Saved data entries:
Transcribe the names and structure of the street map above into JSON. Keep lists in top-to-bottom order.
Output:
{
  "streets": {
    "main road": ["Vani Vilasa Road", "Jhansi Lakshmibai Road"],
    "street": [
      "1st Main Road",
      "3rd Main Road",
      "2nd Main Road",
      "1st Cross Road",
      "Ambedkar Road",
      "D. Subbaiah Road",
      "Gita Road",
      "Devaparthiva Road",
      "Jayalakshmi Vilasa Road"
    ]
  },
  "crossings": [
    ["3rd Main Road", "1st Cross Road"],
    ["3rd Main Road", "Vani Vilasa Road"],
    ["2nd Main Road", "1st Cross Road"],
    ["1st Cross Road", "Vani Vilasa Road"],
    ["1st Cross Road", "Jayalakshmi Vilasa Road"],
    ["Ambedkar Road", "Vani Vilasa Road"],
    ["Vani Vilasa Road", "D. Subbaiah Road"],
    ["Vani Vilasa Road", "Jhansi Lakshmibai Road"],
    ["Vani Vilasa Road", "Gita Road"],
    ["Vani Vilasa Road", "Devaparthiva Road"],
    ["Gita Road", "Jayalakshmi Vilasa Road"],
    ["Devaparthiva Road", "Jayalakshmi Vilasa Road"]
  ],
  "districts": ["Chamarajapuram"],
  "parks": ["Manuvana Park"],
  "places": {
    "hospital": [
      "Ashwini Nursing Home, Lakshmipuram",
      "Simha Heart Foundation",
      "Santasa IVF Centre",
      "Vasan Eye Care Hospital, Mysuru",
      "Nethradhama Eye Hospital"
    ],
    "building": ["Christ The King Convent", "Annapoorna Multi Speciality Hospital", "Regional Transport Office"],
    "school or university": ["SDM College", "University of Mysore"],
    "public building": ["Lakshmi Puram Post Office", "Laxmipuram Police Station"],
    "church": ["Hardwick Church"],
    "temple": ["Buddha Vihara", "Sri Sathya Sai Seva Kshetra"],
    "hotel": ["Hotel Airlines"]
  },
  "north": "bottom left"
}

Instructions for the task: Restate the records exactly. Leave nothing out.

Written answer:
Transcribe the names and structure of the street map above into JSON. Keep lists in top-to-bottom order.
Output:
{
  "streets": {
    "main road": ["Vani Vilasa Road", "Jhansi Lakshmibai Road"],
    "street": [
      "1st Main Road",
      "3rd Main Road",
      "2nd Main Road",
      "1st Cross Road",
      "Ambedkar Road",
      "D. Subbaiah Road",
      "Gita Road",
      "Devaparthiva Road",
      "Jayalakshmi Vilasa Road"
    ]
  },
  "crossings": [
    ["3rd Main Road", "1st Cross Road"],
    ["3rd Main Road", "Vani Vilasa Road"],
    ["2nd Main Road", "1st Cross Road"],
    ["1st Cross Road", "Vani Vilasa Road"],
    ["1st Cross Road", "Jayalakshmi Vilasa Road"],
    ["Ambedkar Road", "Vani Vilasa Road"],
    ["Vani Vilasa Road", "D. Subbaiah Road"],
    ["Vani Vilasa Road", "Jhansi Lakshmibai Road"],
    ["Vani Vilasa Road", "Gita Road"],
    ["Vani Vilasa Road", "Devaparthiva Road"],
    ["Gita Road", "Jayalakshmi Vilasa Road"],
    ["Devaparthiva Road", "Jayalakshmi Vilasa Road"]
  ],
  "districts": ["Chamarajapuram"],
  "parks": ["Manuvana Park"],
  "places": {
    "hospital": [
      "Ashwini Nursing Home, Lakshmipuram",
      "Simha Heart Foundation",
      "Santasa IVF Centre",
      "Vasan Eye Care Hospital, Mysuru",
      "Nethradhama Eye Hospital"
    ],
    "building": ["Christ The King Convent", "Annapoorna Multi Speciality Hospital", "Regional Transport Office"],
    "school or university": ["SDM College", "University of Mysore"],
    "public building": ["Lakshmi Puram Post Office", "Laxmipuram Police Station"],
    "church": ["Hardwick Church"],
    "temple": ["Buddha Vihara", "Sri Sathya Sai Seva Kshetra"],
    "hotel": ["Hotel Airlines"]
  },
  "north": "bottom left"
}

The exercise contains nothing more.